The pertinent conditions of the bonds upon which plaintiff has been given leave to prosecute and upon which she has instituted action against the defendant as surety, are that “the above bounden principal shall well and faithfully discharge the duties of his office and promptly account for and pay over all moneys or property received by him as such officer, in accordance with law * * Certainly the moneys, the principal received from plaintiff, were not received by him in any official capacity so we are concerned only with an admeasurement of his conduct as regards the prescribed standard of his " discharge [of] the duties of his office”.

Whatever may have been a change or relaxation in the rule in other jurisdictions the rule obtains here that, in the absence of ambiguity, the liability of a surety may not, by judicial construction, be extended beyond its express terms.
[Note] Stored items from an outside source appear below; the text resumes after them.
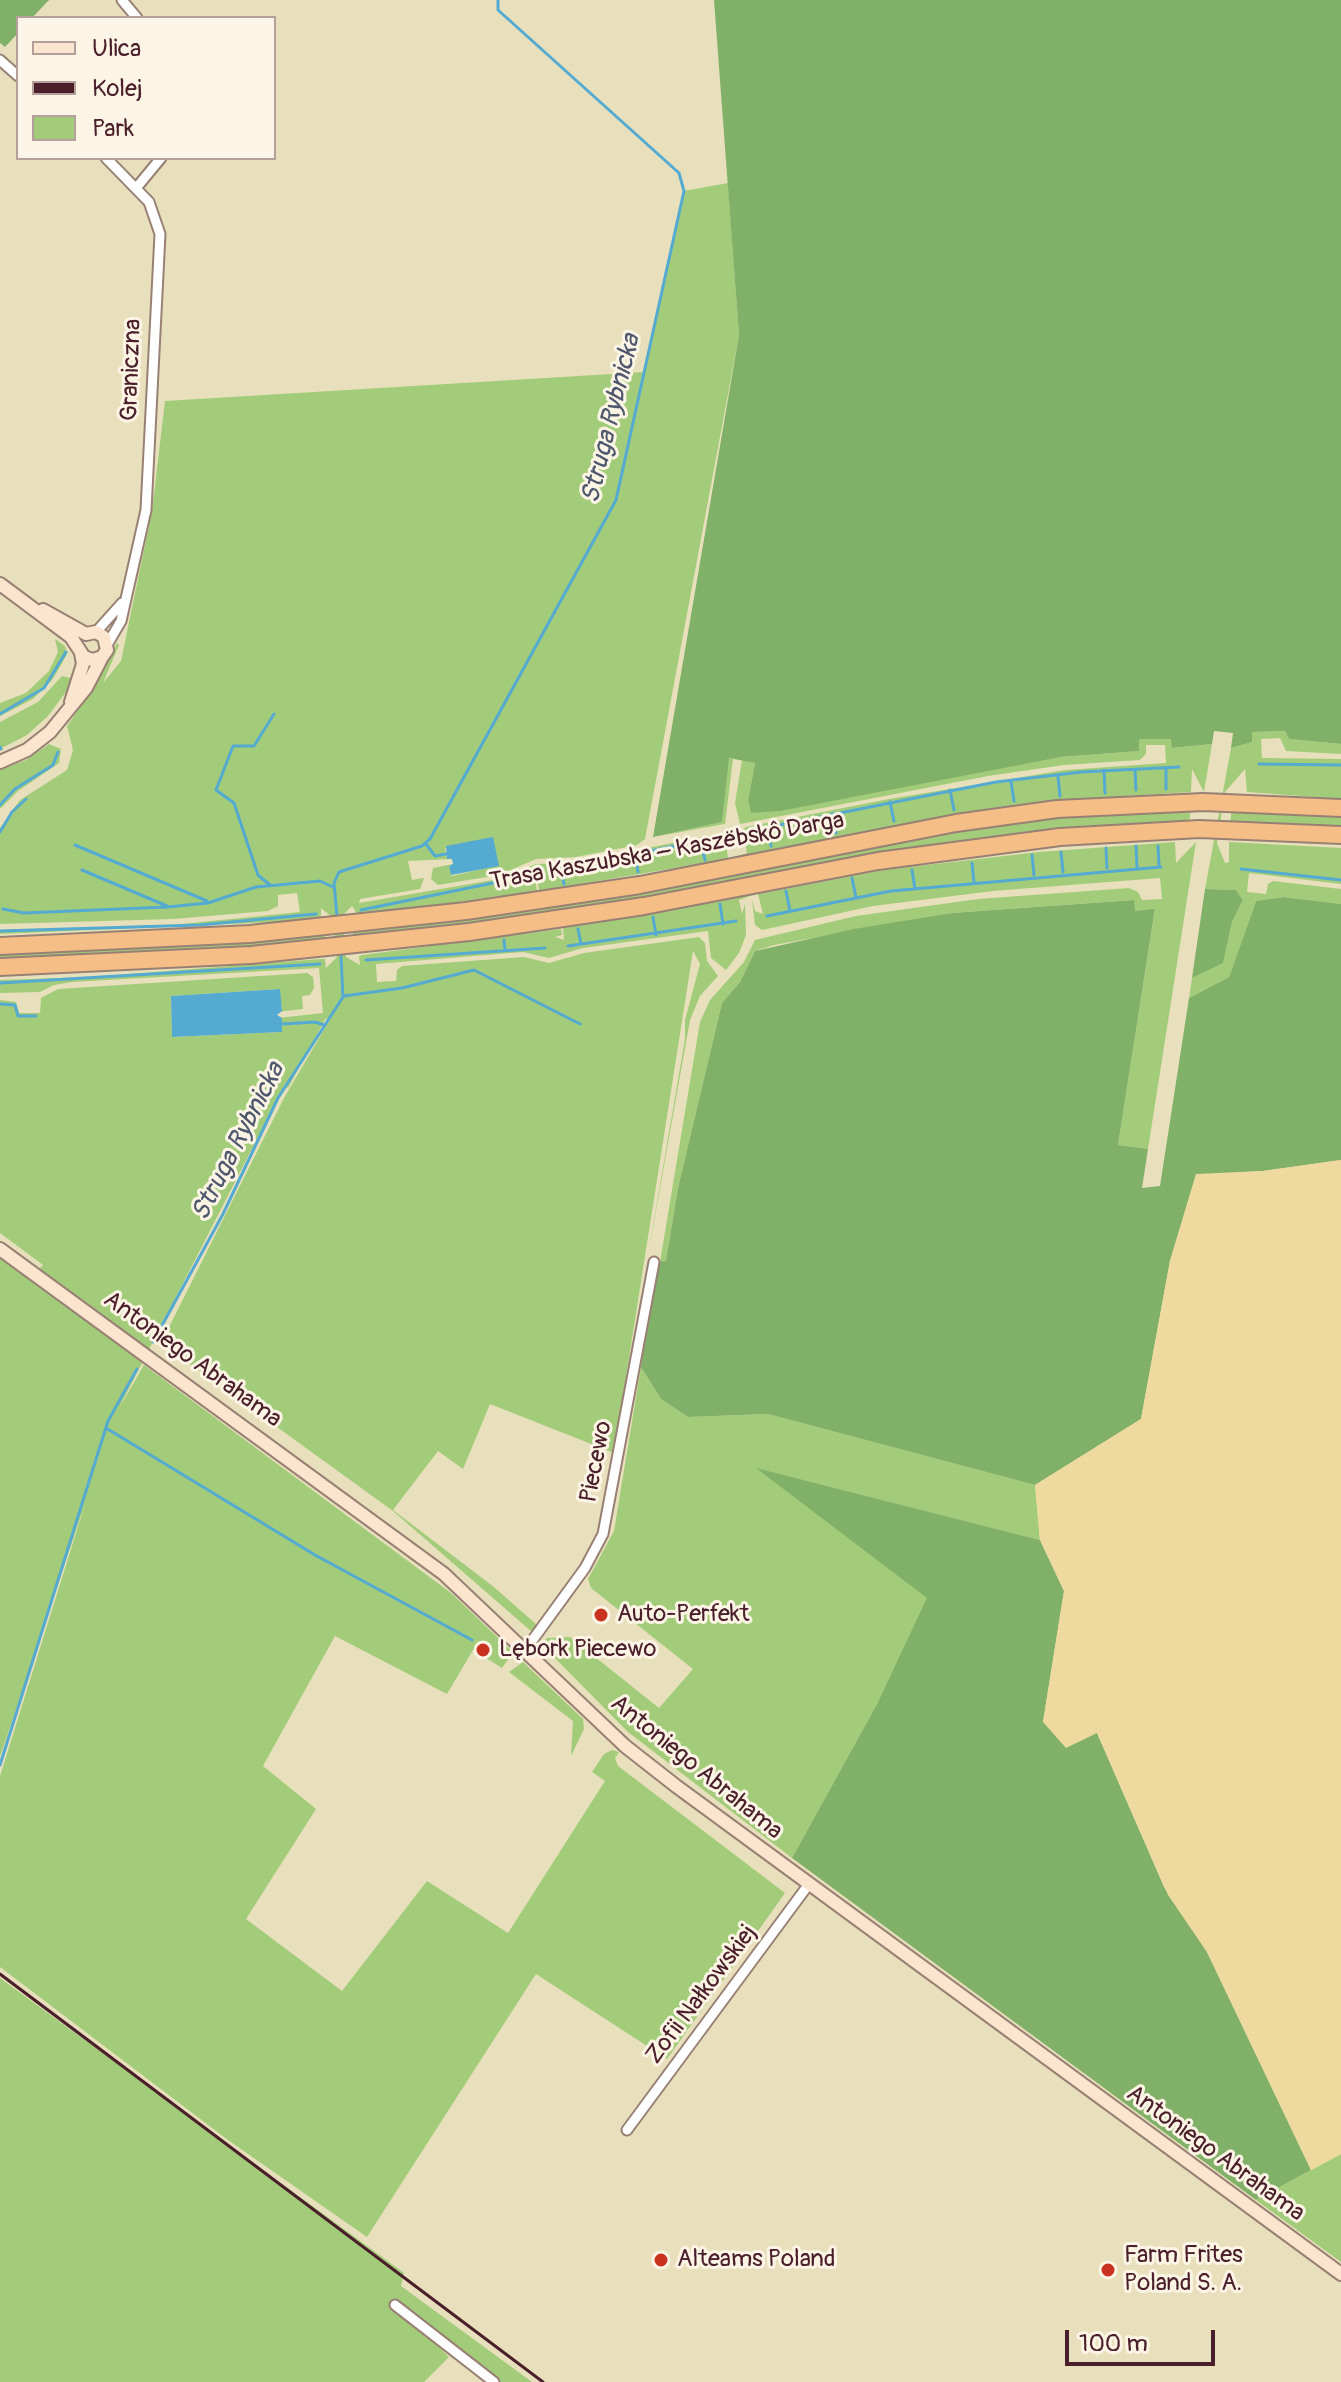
<!DOCTYPE html>
<meta charset="utf-8">
<style>
body{margin:0}
#map{position:relative;width:1341px;height:2382px;overflow:hidden;background:#e8e0bc;font-family:Pangolin,sans-serif}
canvas{display:block}
.legend{position:absolute;left:16px;top:16px;width:260px;height:144px;box-sizing:border-box;background:#fcf5e5;border:2px solid #b59f9b;margin:0;padding:10px 14px;list-style:none;font-size:24px;color:#4a1f2b}
.legend li{display:flex;align-items:center;gap:16px;height:40px}
.legend b{width:40px;border:2px solid #b59f9b}
.scale{position:absolute;left:1065px;top:2330px;width:150px;height:36px;box-sizing:border-box;border:4px solid #4a1f2b;border-top:0;padding-left:10px;font-size:24px;line-height:28px;white-space:nowrap;color:#4a1f2b;-webkit-text-stroke:6px #fcf5e5;paint-order:stroke}
</style>
<div id="map">
<canvas width="1341" height="2382"></canvas>
<ul class="legend">
<li><b style="height:10px;background:#fbe5cf"></b>Ulica</li>
<li><b style="height:10px;background:#4a1f2b"></b>Kolej</li>
<li><b style="height:22px;background:#a2cc79"></b>Park</li>
</ul>
<div class="scale">100 m</div>
</div>
<script>
const context = document.querySelector('canvas').getContext('2d');
context.lineJoin = 'round';
function fillPath(path, color) { context.fillStyle = color; context.fill(path, 'evenodd'); }
const poly = rows => new Path2D(rows.map(r => 'M' + r).join(''));
function strokePath(path, color, width, dash) { context.strokeStyle = color; context.lineWidth = width; context.lineCap = dash ? 'butt' : 'round'; context.setLineDash(dash || []); context.stroke(path); }
function write(font, color, halo, rows, align = 'center') {
  context.font = font + ' Pangolin,sans-serif'; context.lineWidth = 6; context.setLineDash([]); context.textBaseline = 'middle'; context.strokeStyle = halo; context.fillStyle = color; for (const [text, x, y, turn = 0] of rows) {
    context.save(); context.translate(x, y); context.rotate((+turn || 0) * Math.PI / 180); context.textAlign = isNaN(turn) ? turn : align; if (halo) context.strokeText(text, 0, 0); context.fillText(text, 0, 0); context.restore();
  }
}
fillPath(poly([
 [728,183,739,335,645,839,637,845,576,857,536,859,499,875,438,885,431,879,433,868,453,864,449,866,452,876,499,865,445,848,447,858,452,859,408,861,412,880,424,878,420,889,360,899,359,903,499,879,536,864,575,863,725,832,731,836,734,852,730,841,726,840,728,859,539,891,538,884,545,882,535,879,537,891,451,903,357,914,352,906,342,916,346,957,360,965,359,956,362,955,561,929,562,935,555,937,564,940,563,928,756,894,739,900,742,914,745,904,746,935,739,953,726,970,711,958,708,931,583,948,549,958,523,952,376,964,377,982,396,981,397,970,402,966,524,957,549,963,584,953,699,937,705,943,707,961,718,976,700,996,690,1020,647,1261,685,1039,685,1020,700,964,693,951,614,1453,490,1404,463,1469,438,1451,393,1510,494,1587,537,1625,532,1632,393,1511,161,1343,284,1098,329,1021,326,1018,288,1088,285,1086,278,1098,118,1410,144,1365,451,1593,513,1652,502,1668,473,1650,447,1694,335,1636,263,1766,316,1809,246,1919,342,1991,427,1881,508,1933,605,1781,592,1772,604,1754,612,1750,619,1752,615,1758,618,1766,785,1893,667,2059,536,1974,367,2237,228,2140,0,1967,0,1776,87,1498,0,1757,0,1258,30,1279,43,1265,0,1233,0,1000,16,1002,19,1013,40,1013,41,998,58,989,307,973,313,977,314,988,310,995,302,996,303,1009,277,1012,282,1010,279,989,171,996,172,1037,282,1032,282,1018,278,1018,323,1013,319,968,72,982,54,985,40,992,0,993,0,980,91,977,320,959,325,959,326,968,337,957,333,918,321,908,321,917,316,918,275,922,0,934,0,930,172,925,300,912,297,893,278,895,278,906,268,911,173,919,0,924,0,828,20,800,67,770,73,750,67,726,94,687,117,643,119,645,103,683,121,661,152,511,165,401,645,372,684,191],
 [55,639,65,646,67,654,53,679,33,699,0,716,0,703,26,693,49,671,58,652],
 [62,676,71,678,69,688,48,716,27,735,0,749,0,722,38,702],
 [1285,731,1289,739,1341,744,1341,754,1286,751,1280,738,1261,739,1262,758,1341,759,1341,799,1247,792,1245,769,1225,792,1217,843,1225,863,1229,862,1229,842,1341,848,1341,884,1249,873,1247,892,1266,894,1268,884,1273,881,1341,889,1341,904,1283,897,1256,901,1229,977,1189,998,1192,978,1223,962,1232,922,1243,900,1236,890,1205,889,1231,748,1252,742,1252,732],
 [1139,739,1172,739,1173,748,1212,744,1204,792,1192,769,1191,792,1046,801,960,813,730,858,747,853,744,838,742,850,738,833,746,827,889,799,1065,770,1166,763,1165,745,1146,745,1146,754,1140,760,1064,765,988,776,740,824,735,803,742,760,755,763,748,800,751,813,1061,757,1138,751],
 [49,744,61,749,59,763,18,791,0,809,0,770,26,760],
 [728,758,733,759,725,824,653,837,722,822],
 [1191,810,1189,822,1088,827,959,842,621,902,353,938,353,932,620,896,957,830,1087,814],
 [1232,810,1341,815,1341,828,1230,822],
 [1175,842,1176,863,1196,842,1148,1149,1118,1145,1155,910,1135,911,1133,900,952,913,774,945,755,951,740,982,722,1003,678,1188,666,1262,660,1262,700,1022,710,1000,744,962,755,940,856,916,978,899,1129,888,1138,892,1142,900,1162,899,1160,878,993,891,873,906,762,930,755,925,752,900,755,911,763,914,758,894,883,870,1039,852],
 [325,935,326,941,248,948,0,960,0,954,170,947],
 [641,1367,661,1399,688,1417,768,1414,1035,1485,1040,1540,759,1469,928,1598,877,1704,792,1858,628,1732,542,1645,547,1638,570,1637,659,1708,693,1669,591,1588,588,1579,614,1531],
 [523,1662,583,1719,584,1729,571,1756,573,1721,509,1672],
 [0,1978,404,2273,401,2286,532,2382,494,2382,403,2313,449,2357,424,2382,0,2382],
 [1341,2154,1341,2262,1256,2200]
]), '#a2cc79');
fillPath(poly([
 [0,0,49,0,32,18,18,18,18,33,5,47,0,43],
 [714,0,1341,0,1341,744,1289,739,1285,731,1252,732,1252,742,1231,748,1233,733,1214,731,1212,744,1172,748,1171,739,1139,739,1139,751,1061,757,780,811,751,813,748,800,755,763,729,758,722,822,653,837,739,335],
 [1205,889,1236,890,1243,900,1232,922,1223,963,1192,978],
 [1283,897,1341,904,1341,1160,1263,1171,1196,1175,1170,1261,1141,1419,1035,1485,768,1414,688,1417,661,1399,641,1367,654,1262,666,1261,678,1188,722,1003,740,982,755,951,854,929,952,913,1134,900,1135,911,1155,909,1118,1145,1148,1149,1142,1188,1160,1186,1189,998,1229,977,1256,901],
 [756,1468,1040,1540,1064,1591,1043,1722,1097,1733,1164,1887,1207,1952,1311,2170,1256,2200,792,1858,877,1704,927,1598]
]), '#81b069');
fillPath(poly([
 [1341,1160,1341,2154,1311,2170,1207,1952,1168,1895,1097,1733,1066,1748,1043,1722,1064,1591,1040,1540,1035,1485,1141,1419,1170,1261,1196,1174,1263,1171]
]), '#eeda9e');
fillPath(poly([
 [493,837,499,866,451,875,449,866,453,864,452,859,447,859,446,846],
 [280,989,282,1011,277,1015,282,1018,282,1032,172,1037,171,996]
]), '#55aad1');
strokePath(poly([
 [0,714,44,688,66,652],
 [0,747,1,749],
 [1259,764,1341,765],
 [1166,769,1166,789],
 [1104,770,1105,793],
 [1135,770,1136,790],
 [1058,776,1060,796],
 [1011,781,1014,801],
 [950,790,954,810],
 [890,802,894,821],
 [0,805,15,789,53,765,58,752],
 [832,814,836,833],
 [767,828,771,846],
 [749,831,996,782,1081,772,1179,767],
 [0,832,12,812,26,799],
 [701,841,705,860],
 [426,844,435,856,446,854],
 [75,845,207,901],
 [1136,846,1137,867],
 [1158,846,1159,866],
 [1106,848,1107,868],
 [1061,852,1063,872],
 [635,854,638,872],
 [1032,855,1034,875],
 [972,863,974,883],
 [561,869,564,884],
 [1241,869,1341,880],
 [82,870,167,906],
 [555,870,720,837],
 [912,870,915,889],
 [852,878,856,898],
 [270,885,258,875,234,803,216,790,233,746,254,746,274,714],
 [786,891,790,911],
 [720,904,723,924],
 [3,909,24,913,167,907,208,903,256,887,320,881,333,887],
 [361,910,532,875],
 [767,916,891,891,1161,867],
 [337,917,334,883,339,872,422,846,430,839,616,500,684,191,679,173,498,10,498,0],
 [653,917,656,935],
 [578,929,581,944],
 [0,931,200,925,316,914],
 [354,936,362,935],
 [504,940,505,950],
 [568,946,736,921],
 [177,951,193,950],
 [366,960,545,948],
 [0,983,320,964],
 [344,996,402,988,474,970,580,1024],
 [0,1004,15,1005,18,1016,36,1016],
 [282,1024,315,1022,324,1025],
 [153,1342,223,1214,278,1098,343,997,341,956],
 [106,1428,315,1555,472,1640],
 [0,1765,108,1421,137,1369]
]), '#55aad1', 3);
const street = poly([
 [122,0,137,18],
 [0,60,18,76],
 [106,158,149,202,160,234,146,510,121,621,107,645],
 [137,187,161,158],
 [96,632,122,603],
 [526,1649,585,1568,603,1534,654,1262],
 [627,2130,809,1884],
 [395,2305,494,2382]
]);
const secondary = poly([
 [0,584,71,637,84,657,93,660,102,657,107,650,104,637,96,632,86,634],
 [43,610,86,634],
 [71,702,83,664,81,653],
 [0,762,27,750,50,732,86,688,102,657],
 [0,1249,444,1574,625,1746,676,1786,1341,2274]
]);
const highway = poly([
 [0,946,250,934,466,911,640,885,956,823,1057,809,1203,802,1341,808],
 [0,967,251,955,469,932,644,906,878,861,1060,837,1199,829,1341,835]
]);
strokePath(street, '#998074', 13);
strokePath(secondary, '#998074', 16);
strokePath(highway, '#998074', 20);
strokePath(street, '#fff', 9);
strokePath(secondary, '#fbe5cf', 12);
strokePath(highway, '#f5be86', 16);
strokePath(poly([
 [0,1974,543,2382]
]), '#4a1f2b', 3);
for (const [x, y, r, color] of [
 [601,1615,8,"#c8321e"],
 [483,1650,8,"#c8321e"],
 [661,2260,8,"#c8321e"],
 [1108,2270,8,"#c8321e"]
]) { const dot = new Path2D(); dot.arc(x, y, r, 0, 2 * Math.PI); context.fillStyle = color; context.fill(dot); strokePath(dot, '#fcf5e5', 3); }
write('24px', '#4a1f2b', '#fcf5e5', [
 ["Graniczna",132,370,-88],
 ["Trasa Kaszubska – Kaszëbskô Darga",667,852,-10],
 ["Antoniego Abrahama",192,1360,36],
 ["Piecewo",597,1462,-79],
 ["Antoniego Abrahama",696,1768,39],
 ["Zofii Nałkowskiej",702,1995,-53],
 ["Antoniego Abrahama",1215,2154,36]
]);
write('24px', '#4a1f2b', '#fcf5e5', [
 ["Auto-Perfekt",617,1615],
 ["Lębork Piecewo",499,1650],
 ["Farm Frites",1124,2256],
 ["Poland S. A.",1124,2284],
 ["Alteams Poland",677,2260]
], 'left');
write('italic 26px', '#4e576d', '#fcf5e5', [
 ["Struga Rybnicka",612,419,-76],
 ["Struga Rybnicka",239,1142,-63]
]);
</script>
When the condition is explicit and clear the rule of strict construction still obtains. To uphold the orders appealed from we must find that the misdeeds of Roberson constituted some dereliction or default in the discharge of his duties as Supervisor of the Town of Sanford. The faithful discharge of the duties of an office may in a broad sense include the concept of refraining from the misbehavior here shown. But the duty there envisioned is one owed to society and does not arise from, nor is it peculiar to any affirmative act called for in discharge of the duties of the office. To relate the criminal acts disclosed to official duty would be to hold that the mere false pretense of an ¡official act was, as regards the liability of a surety, in law, within the ambit of jthe discharge of official duty. Such we may not say was within the terms or contemplations of the contracts of suretyship. In no permitted view of the *1080matter may it be said that misbehavior which is wholly personal comes within the scope of official duty even though, during tenure, the indicia or vestments of an office are employed in the perpetration of the offense. (People v. Pennock, 60 N. Y. 421, 426; Ward v. Stahl, 81 N. Y. 406, 408; Town of Whitestown v. Title Guaranty & S. Co., 72 Misc. 498, affd. 148 App. Div. 900, affd. 209 N. Y. 512; People ex rel. Comstock v. Lucas, 93 N. Y. 585; Eckstein v. Massachusetts Bonding & Ins. Co., 281 N. Y. 435.)

It follows that the order which denied the surety’s application to vacate the ex parte order which granted leave to plaintiff to prosecute the official bonds, should be reversed and said application granted upon the showing made that the ex parte order ought not to have been granted (Public Officers Law, art. 2-A, § 21); and the order denying the motion to dismiss the complaint should be reversed and the motion granted.

Hill, P. J., Heffernan and Russell, JJ., concur in decision; Brewster, J., dissents in an opinion in which Poster, J., concurs.

Orders affirmed upon the authority of Matter of United States (Century Ind. Co.) (282 N. Y. 95). [188 Misc. 107.]